On est loin, on le voit, du « paquet ». Le texte lui-même est écrit dans une sorte de dialogue où les deux partenaires, « je » d’une part et les [probata] d’autre part, sont sujets tour à tour : – les [probata] écoutent, – « je » apprend à les connaître, – les [probata] suivent, – « je » leur donne la vie, – les [probata] ne se perdent pas, – on ne les prend pas de la main de « je »… On sent les termes d’une attention réciproque.

Cela veut dire qu’être des [probata] n’est pas une sinécure. Cela n’a rien de passif. Il ne s’agit pas d’être « du groupe » et de se laisser faire, conduire, engraisser. Non, le but est la croissance, que la vie grandisse, et même une vie « éternelle« . L’attention de chaque membre des [probata] est requise en ce sens. Etre attentif à soi, conscient de ce que l’on est, conscient de ses capacités et de ses besoins. Il y a un véritable travail des [probata], engagées les unes vis-à-vis des autres pour former troupeau, dans le respect de la dignité propre à chacun, et engagées dans une attention personnelle à ce « je » qui est avec elles.
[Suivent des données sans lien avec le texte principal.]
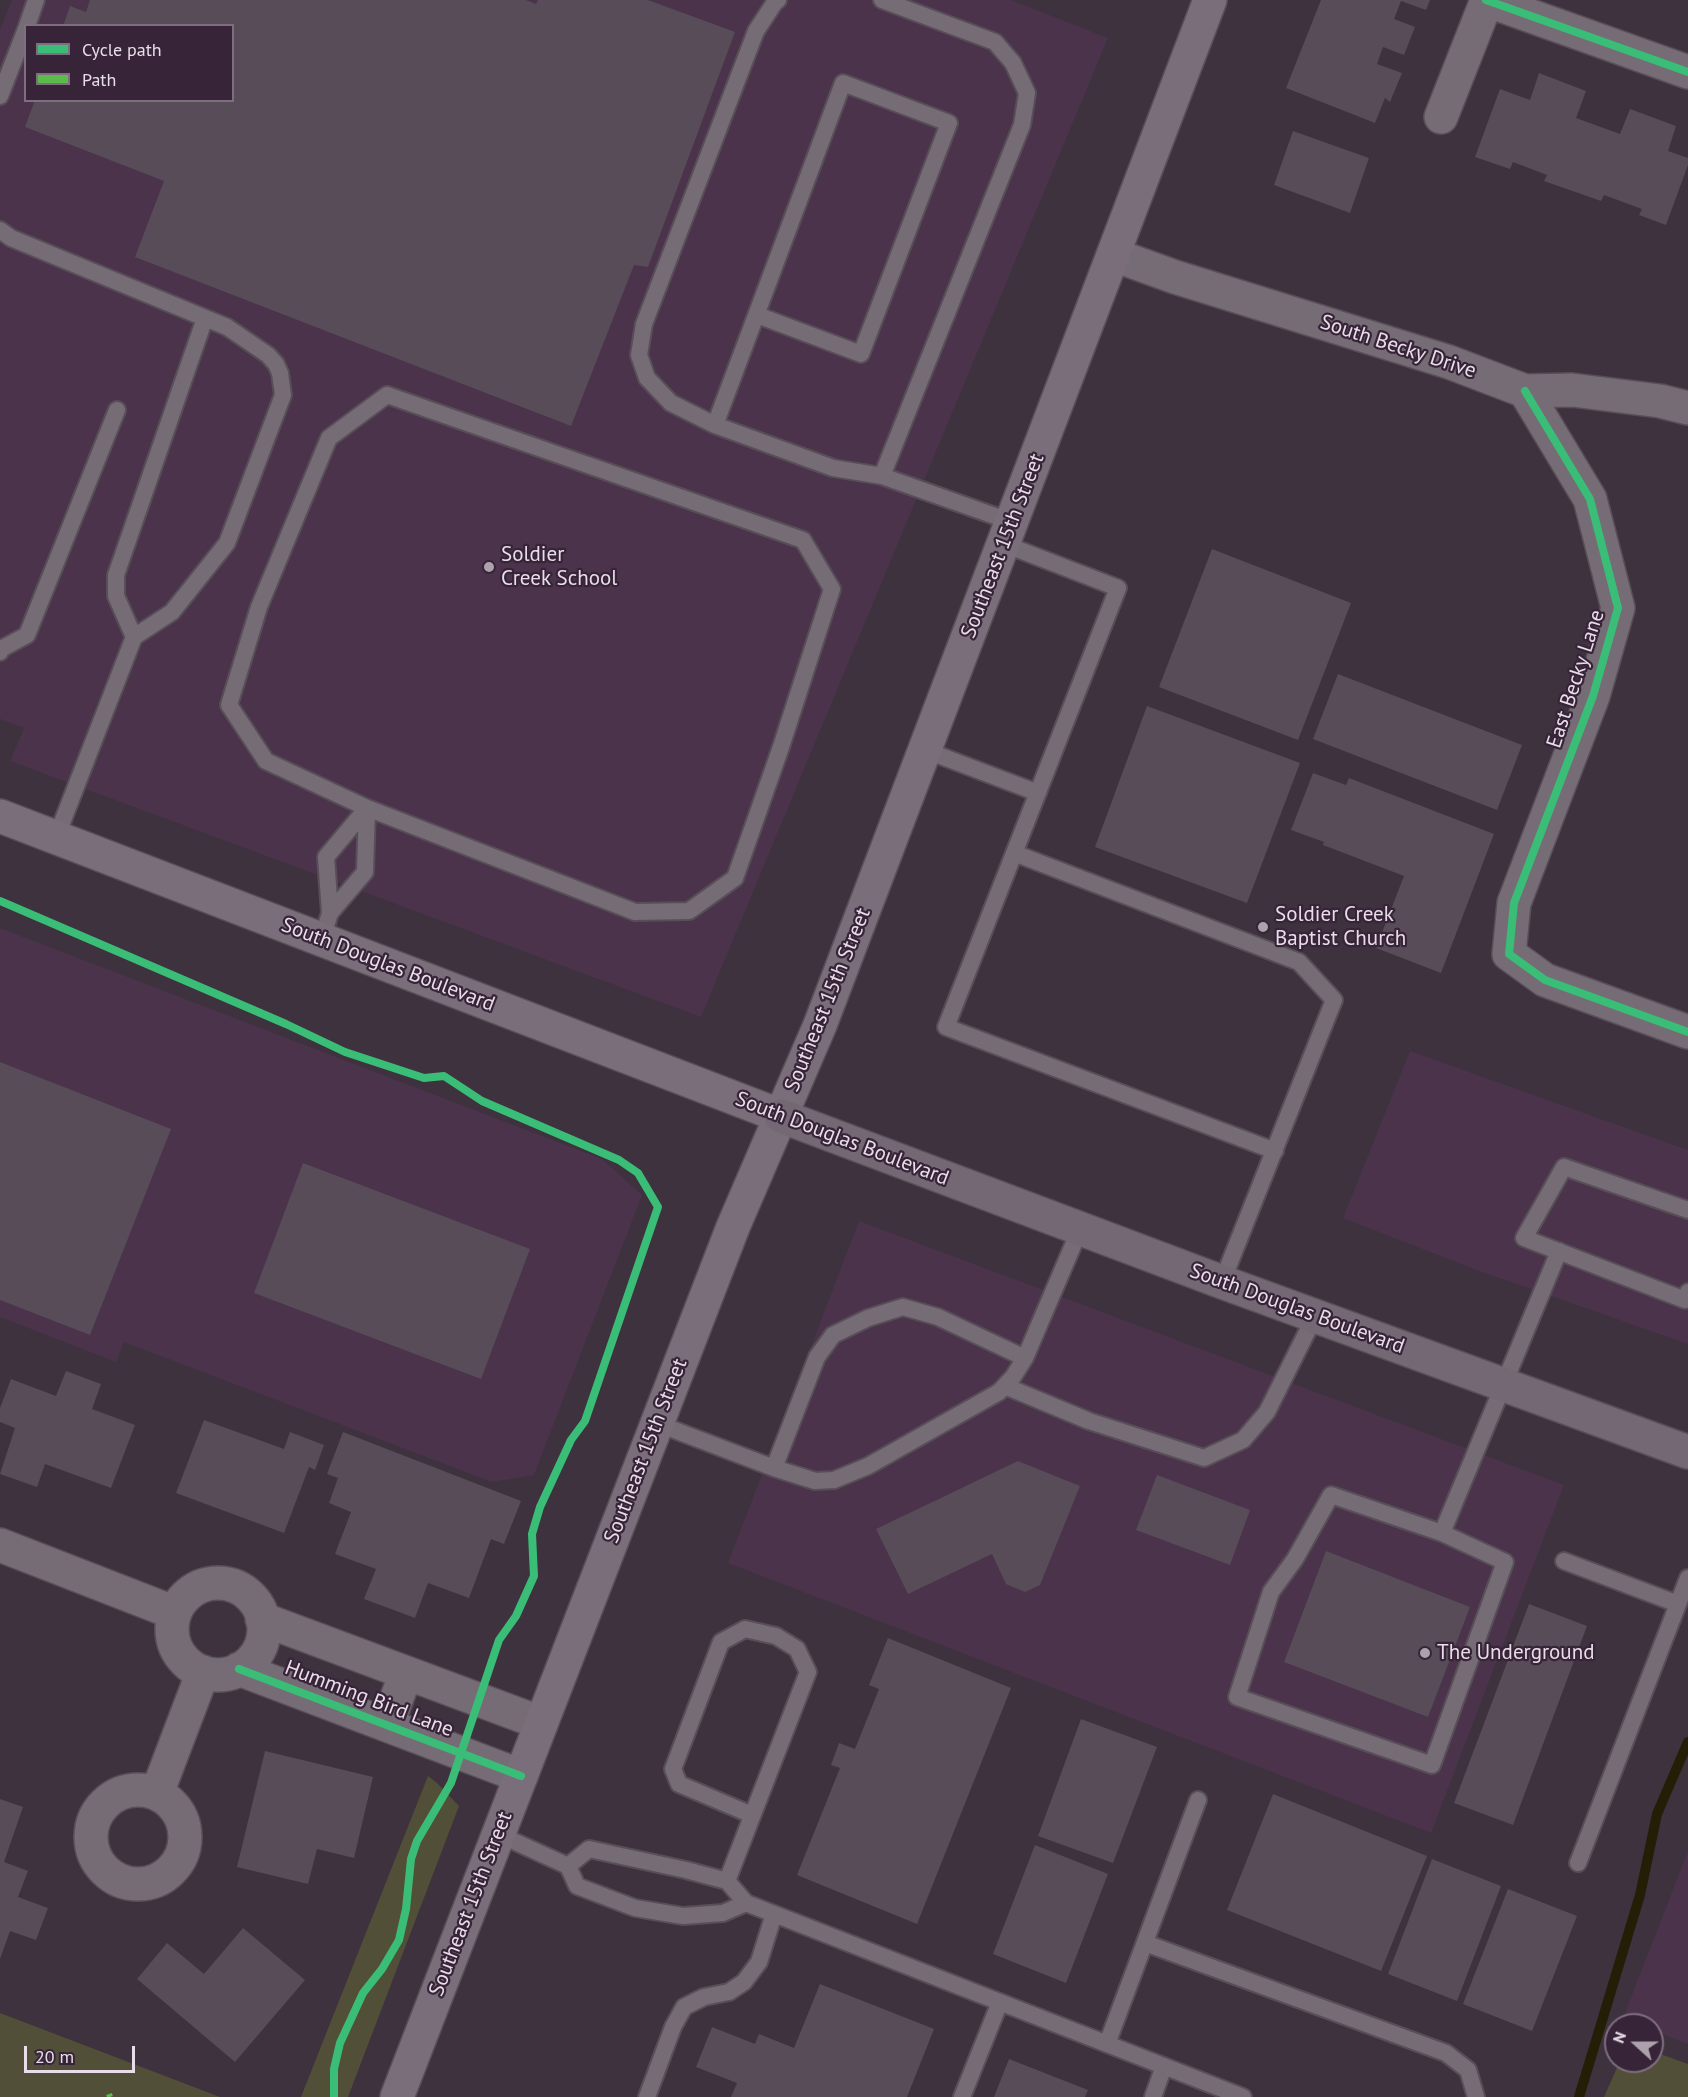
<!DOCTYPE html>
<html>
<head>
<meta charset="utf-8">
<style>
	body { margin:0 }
	#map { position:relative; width:1688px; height:2097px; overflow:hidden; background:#3e323e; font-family:"PT Sans",sans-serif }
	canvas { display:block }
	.legend { position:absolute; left:24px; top:24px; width:210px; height:78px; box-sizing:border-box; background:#372438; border:2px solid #7e6e7f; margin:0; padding:8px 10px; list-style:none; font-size:18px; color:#e9dde9 }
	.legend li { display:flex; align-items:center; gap:12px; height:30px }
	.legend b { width:30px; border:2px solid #7e6e7f }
	.north { position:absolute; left:1604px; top:2013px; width:60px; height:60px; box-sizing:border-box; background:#372438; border:2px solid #7e6e7f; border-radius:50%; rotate:291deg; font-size:16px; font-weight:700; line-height:24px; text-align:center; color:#e9dde9 }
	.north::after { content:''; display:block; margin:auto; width:21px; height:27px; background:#ada1ad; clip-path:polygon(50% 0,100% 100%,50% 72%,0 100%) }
	.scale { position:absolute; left:24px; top:2046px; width:111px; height:27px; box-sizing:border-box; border:3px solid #e9dde9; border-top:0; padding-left:8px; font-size:18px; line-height:21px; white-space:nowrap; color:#e9dde9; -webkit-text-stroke:4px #372438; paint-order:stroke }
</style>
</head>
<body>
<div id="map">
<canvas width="1688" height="2097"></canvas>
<ul class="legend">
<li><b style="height:8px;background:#3abd76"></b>Cycle path</li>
<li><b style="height:8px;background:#5cbc4b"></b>Path</li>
</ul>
<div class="north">N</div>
<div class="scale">20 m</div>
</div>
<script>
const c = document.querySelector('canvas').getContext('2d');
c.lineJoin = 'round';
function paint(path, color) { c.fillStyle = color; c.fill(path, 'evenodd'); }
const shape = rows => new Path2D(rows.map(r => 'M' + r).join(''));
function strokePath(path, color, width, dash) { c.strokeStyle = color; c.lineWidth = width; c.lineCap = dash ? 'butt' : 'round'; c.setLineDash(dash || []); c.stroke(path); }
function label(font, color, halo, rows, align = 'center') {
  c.font = font + ' "PT Sans",sans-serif'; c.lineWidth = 4.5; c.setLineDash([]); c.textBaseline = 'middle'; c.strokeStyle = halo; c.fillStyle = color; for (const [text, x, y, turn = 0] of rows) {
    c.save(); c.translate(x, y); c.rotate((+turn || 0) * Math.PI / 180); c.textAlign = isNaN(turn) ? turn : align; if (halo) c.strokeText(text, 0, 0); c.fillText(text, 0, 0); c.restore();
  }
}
paint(shape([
	[12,0,1011,0,1108,38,701,1017,10,761,24,728,0,719,0,30],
	[26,26,232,26,232,100,26,100],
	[0,928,602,1159,642,1195,534,1475,492,1482,124,1342,116,1362,0,1317],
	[1410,1051,1688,1150,1688,1344,1474,1269,1343,1218],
	[859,1221,1564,1485,1431,1833,728,1563],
	[1688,1851,1688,2044,1652,2030,1652,2025,1640,2025,1623,2018]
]), '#4a334b');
paint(shape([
	[428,1776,437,1783,459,1806,348,2097,301,2097],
	[0,2013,220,2097,0,2097],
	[1652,2051,1688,2064,1688,2097,1604,2097,1620,2061,1652,2061]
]), '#524f38');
strokePath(shape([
	[1579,2097,1640,1895,1657,1814,1688,1742]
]), '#231f06', 10);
paint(shape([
	[90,0,526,0,536,4,538,0,648,0,735,32,648,267,634,265,571,426,135,257,164,181,25,127,35,100,232,100,232,26,63,26,70,6,86,12],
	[1321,0,1430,0,1426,10,1401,1,1394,19,1415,27,1404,55,1383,47,1377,64,1402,73,1390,102,1385,98,1375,123,1286,88],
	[1539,73,1586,91,1576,118,1620,134,1630,109,1676,126,1668,151,1688,158,1688,165,1666,225,1639,215,1642,209,1604,195,1601,201,1544,181,1547,175,1513,162,1510,169,1475,157,1500,89,1530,100],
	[1293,131,1369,158,1350,213,1274,185],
	[1212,549,1351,603,1298,740,1159,687],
	[1338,674,1522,745,1497,810,1313,739],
	[1147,706,1300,763,1247,903,1095,847],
	[1313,773,1346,785,1349,778,1494,834,1441,973,1376,948,1404,876,1323,845,1324,842,1291,830],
	[0,1062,171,1129,90,1335,0,1300],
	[303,1163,530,1249,481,1379,254,1293],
	[66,1371,101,1384,92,1409,135,1425,111,1488,45,1464,37,1487,0,1474,15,1428,0,1422,0,1408,11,1379,56,1396],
	[204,1420,284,1449,290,1432,324,1445,315,1470,309,1467,284,1533,176,1493],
	[343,1432,521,1501,504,1544,491,1539,469,1598,428,1583,415,1618,364,1599,376,1569,335,1554,351,1512,329,1503,338,1478,327,1474],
	[1018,1461,1080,1486,1040,1585,1025,1592,1006,1584,992,1554,908,1594,876,1529],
	[1157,1475,1250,1510,1230,1565,1136,1530],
	[1326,1551,1470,1607,1428,1717,1284,1662],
	[1529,1604,1587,1626,1513,1825,1454,1803],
	[888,1638,1011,1688,917,1924,797,1875,840,1768,831,1765,839,1743,855,1749,879,1689,869,1685],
	[1081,1719,1157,1747,1113,1863,1038,1836],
	[265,1751,373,1777,354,1858,317,1849,308,1884,237,1867],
	[1273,1794,1427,1856,1381,1971,1227,1910],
	[0,1799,23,1807,4,1862,28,1871,18,1897,48,1908,36,1940,10,1931,0,1959],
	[1035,1845,1108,1874,1066,1983,993,1954],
	[1432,1859,1501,1886,1457,2001,1388,1974],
	[1508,1889,1577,1916,1532,2031,1463,2004],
	[243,1928,305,1980,235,2062,137,1979,167,1943,204,1974],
	[820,1984,934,2029,907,2097,731,2097,737,2083,696,2067,712,2027,755,2044,759,2034,794,2048],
	[1009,2059,1088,2090,1085,2097,994,2097]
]), '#574c57');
const service = shape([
	[778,0,775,2,756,31,644,324,639,355,647,378,671,403,715,425,833,468,882,476,1012,522],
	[882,0,995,42,1013,63,1027,93,1022,125,882,476],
	[27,26,36,0],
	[0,96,26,29],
	[0,230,11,238,227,327,268,355,276,364,280,373,283,395,227,543,172,612,134,637,56,838],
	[387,395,803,540,832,589,781,747,735,878,689,911,635,912,367,808,266,761,229,705,259,607,329,438,387,395],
	[715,425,843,83,949,123,861,354,757,315],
	[1004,544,1118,588,946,1027,1275,1151],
	[134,637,116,596,116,575,205,318],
	[0,652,1,649,27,635,117,410],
	[925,750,1038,793],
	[1014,853,1299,962,1334,1000,1222,1282],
	[330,913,365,872,367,808],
	[322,939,330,913,326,857,367,808],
	[1688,1210,1564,1167,1524,1238,1685,1300,1688,1292],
	[1005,1386,1089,1421,1204,1458,1243,1440,1267,1412,1315,1316],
	[656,1423,774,1468,815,1481,834,1480,868,1466,999,1392,1013,1377,1025,1358,1080,1229],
	[774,1468,817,1357,833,1335,868,1318,903,1307,938,1317,1025,1358],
	[1442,1533,1505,1562,1432,1765,1237,1697,1271,1592,1295,1559,1331,1495,1442,1533,1559,1251],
	[1564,1561,1678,1604],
	[498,1834,568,1866,577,1886,635,1908,683,1916,723,1913,746,1903,727,1881,686,1870,589,1849,568,1866],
	[1578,1863,1688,1578],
	[727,1881,808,1672,797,1649,776,1636,745,1629,721,1642,673,1769,679,1784,752,1815],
	[746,1903,1243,2097],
	[1145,1943,1446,2053,1468,2070,1476,2097],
	[1107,2044,1198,1800],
	[647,2097,673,2027,684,2007,704,1997,729,1992,744,1982,759,1962,774,1914],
	[962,2097,1000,2002],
	[1153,2097,1164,2066]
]);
const minor = shape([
	[1486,0,1688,72],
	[1441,117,1487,0],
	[1114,255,1175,277,1449,362,1525,391,1572,390,1660,401,1688,408],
	[1525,391,1590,499,1618,608,1593,696,1514,903,1509,954,1545,980,1688,1032],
	[0,1545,175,1613],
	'172 1629a46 46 0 1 1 92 0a46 46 0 1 1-92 0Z',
	[262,1619,541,1723],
	[239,1669,521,1776],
	[387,1725,406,1673],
	'91 1837a47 47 0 1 1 94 0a47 47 0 1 1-94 0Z',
	[157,1793,203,1672]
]);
const secondary = shape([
	[0,816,781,1116],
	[397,2097,733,1227,820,1025,1210,0]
]);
const primary = shape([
	[781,1116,1222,1282,1688,1452]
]);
strokePath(service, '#584e58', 20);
strokePath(minor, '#584e58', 36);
strokePath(secondary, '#584e58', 36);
strokePath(primary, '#584e58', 36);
strokePath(service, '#756c75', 16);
strokePath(minor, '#756c75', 33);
strokePath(secondary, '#796e79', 33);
strokePath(primary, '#736873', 33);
strokePath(shape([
	[109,2094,110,2097]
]), '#5cbc4b', 6, [12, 6]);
strokePath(shape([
	[1486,0,1688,72],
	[1525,391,1590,499,1618,608,1593,696,1514,903,1509,954,1545,980,1688,1032],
	[0,901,286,1024,345,1052,424,1078,444,1076,482,1101,619,1160,638,1173,658,1207,585,1421,571,1440,540,1507,532,1534,534,1576,516,1616,499,1640,451,1783,417,1841,411,1859,406,1909,399,1940,382,1969,363,1993,340,2043,334,2069,334,2097],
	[239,1669,521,1776]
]), '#3abd76', 8);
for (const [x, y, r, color] of [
	[489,567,6,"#ada1ad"],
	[1263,927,6,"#ada1ad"],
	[1425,1653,6,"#ada1ad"]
]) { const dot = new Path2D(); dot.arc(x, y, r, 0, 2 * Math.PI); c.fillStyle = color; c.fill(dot); strokePath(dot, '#372438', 2); }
label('21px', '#e9dde9', '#372438', [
	["South Becky Drive",1398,347,18],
	["Southeast 15th Street",1003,546,-69],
	["East Becky Lane",1576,679,-72],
	["South Douglas Boulevard",388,965,21],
	["Southeast 15th Street",828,1000,-68],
	["South Douglas Boulevard",842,1139,21],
	["South Douglas Boulevard",1297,1309,20],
	["Southeast 15th Street",646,1451,-69],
	["Humming Bird Lane",369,1699,21],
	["Southeast 15th Street",471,1904,-69]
]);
label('21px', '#e9dde9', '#372438', [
	["Soldier",501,555],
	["Creek School",501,579],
	["Soldier Creek",1275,915],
	["Baptist Church",1275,939],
	["The Underground",1437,1653]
], 'left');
</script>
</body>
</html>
En termes « ecclésiaux », cela signifie que chaque disciple compte, qu’il est d’abord responsable de lui-même, mais aussi responsable de l’ensemble du collectif : par son consentement à la différence, par sa conscience de sa propre spécificité, à la fois pour la dire et pour en faire « une parmi d’autres », sans vouloir généraliser ses propres vues. Cela est particulièrement vrai, me semble-t-il, pour ceux qui portent une responsabilité : aucun d’eux n’est le « je » de Jésus, qui reste à part, qui fait « un avec le père« . Mais la tentation des responsables, oubliant qu’ils sont simplement des membres du troupeau avec une fonction assignée, spécifique, dans ce troupeau, c’est justement cette généralisation de ses propres vues ou de ses propres besoins. Et la tentation des autres membres du troupeau, de ceux qui n’ont pas une fonction assignée ou spécifique, c’est de diluer leur responsabilité, c’est de laisser faire à d’autres, c’est finalement de « laisser le pouvoir » à ceux qui ne demandent que de le prendre. Mais ils ne pourraient pas le prendre, s’il n’était à prendre. La mainmise des clercs sur l’Eglise est une responsabilité partagée, et en sortir est aussi une responsabilité partagée. Elle demande toute l’attention de chacun, attention en dialogue avec Jésus, attention à soi et à ceux qui nous entourent.